1. A method of forming a building structure of the type having a plurality of substantially vertical components of cast cementitious material for supporting a horizontal surface of the structure comprising the steps of:
erecting a plurality of forms for the vertical components at selected spaced locations, with the forms including reinforcing means for cementitious material protruding from the top of at least some of the forms, disposing precast beam means so as to span the space between at least some of the adjacent forms for the vertical components, adjusting the reinforcing means of the forms for the vertical components to a selected condition to cooperate with additional reinforcing means associated with the precast beam member, filling the forms for the vertical components with cementitious material to a level sufficient to cover both said reinforcing means at least in the area where said means are adjusted to cooperate, and after curing of the cementitious material, removing said forms from the cast vertical components.

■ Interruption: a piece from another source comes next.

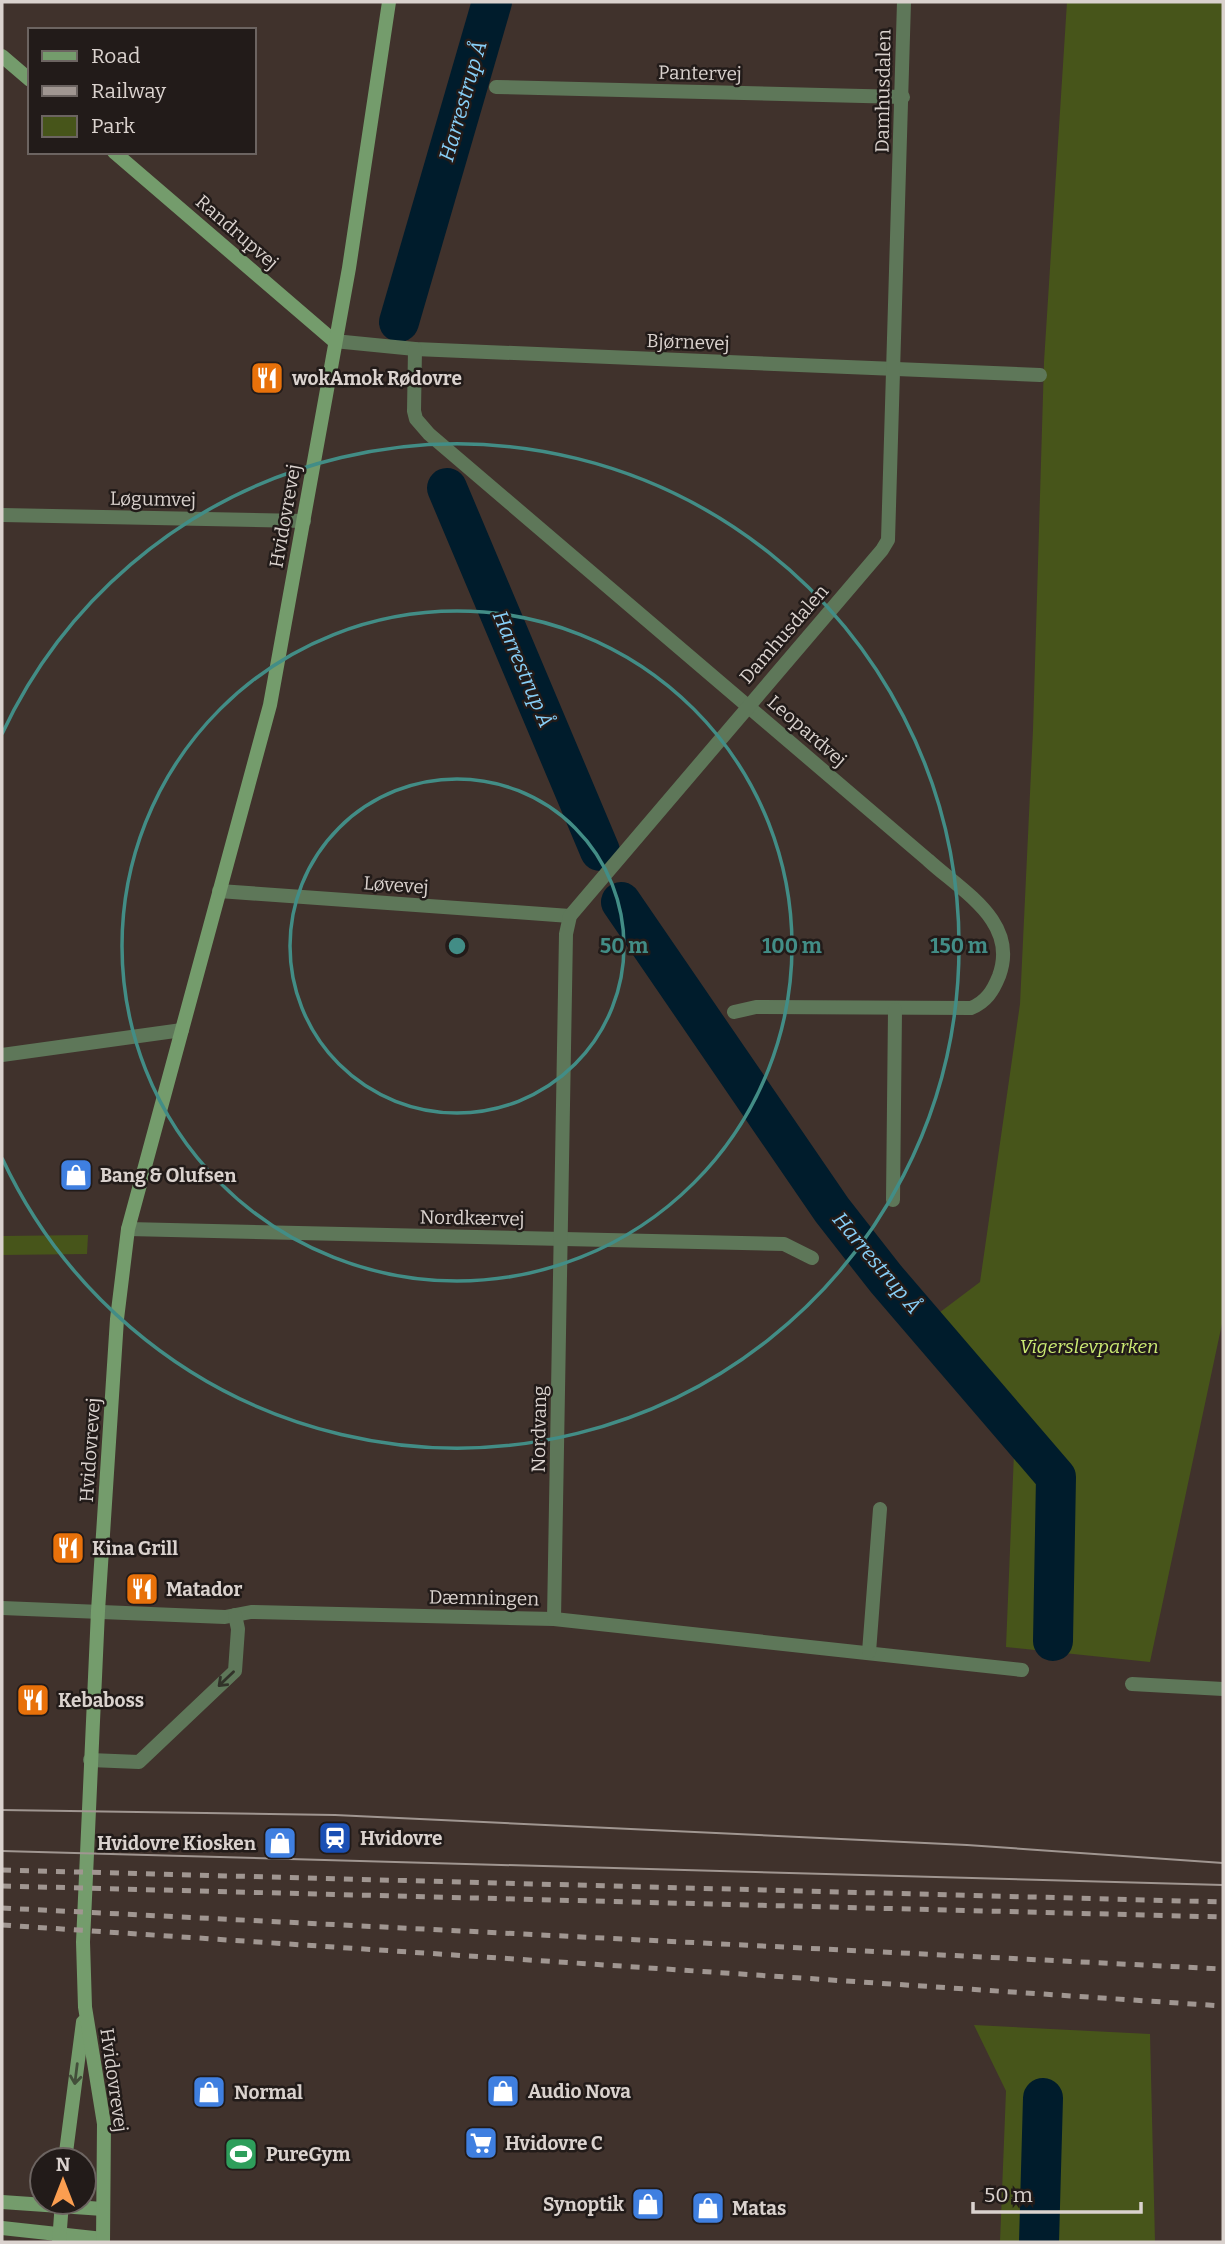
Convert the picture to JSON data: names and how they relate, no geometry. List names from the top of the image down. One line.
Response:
{"streets":{"street":["Pantervej","Damhusdalen","Randrupvej","Bjørnevej","Løgumvej","Hvidovrevej","Leopardvej","Løvevej","Nordkærvej","Nordvang","Dæmningen"]},"crossings":[["Pantervej","Damhusdalen"],["Damhusdalen","Bjørnevej"],["Damhusdalen","Leopardvej"],["Damhusdalen","Løvevej"],["Randrupvej","Bjørnevej"],["Randrupvej","Hvidovrevej"],["Bjørnevej","Hvidovrevej"],["Bjørnevej","Leopardvej"],["Løgumvej","Hvidovrevej"],["Hvidovrevej","Løvevej"],["Hvidovrevej","Nordkærvej"],["Hvidovrevej","Dæmningen"],["Nordkærvej","Nordvang"],["Nordvang","Dæmningen"]],"water":["Harrestrup Å"],"parks":["Vigerslevparken"],"places":{"restaurant":["wokAmok Rødovre","Kina Grill","Matador","Kebaboss"],"shop":["Bang & Olufsen","Hvidovre Kiosken","Audio Nova","Normal","Synoptik","Matas"],"station":["Hvidovre"],"supermarket":["Hvidovre C"],"sports":["PureGym"]},"legend":["Road","Railway","Park"],"scale_bar":"50 m","north":"top","rings":["50 m","100 m","150 m"]}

7. A precast member for use in a building structure comprising a substantially flat middle portion extending the length of said member and side wall means extending generally perpendicular to said middle portion on opposite sides thereof along a substantial length of said member, said side wall means defining a trough for receiving cementitious material therein, said flat middle portion having rod means protruding generally vertically therefrom at spaced intervals along the length of said middle portion in said trough defined by said side walls means, said flat middle portion incorporating reinforcing means embedded therein which protrude from the opposite ends of said middle portion, said reinforcing means being metal rods which are prestressed, said flat middle portion having oppositely facing surfaces with said reinforcing rods lying closer to one of said surfaces relative to the other surface, said member further including relieving means to prevent the development of camber in said member, said relieving means being slits formed generally perpendicularly to said flat middle portion in said side walls at spaced apart intervals.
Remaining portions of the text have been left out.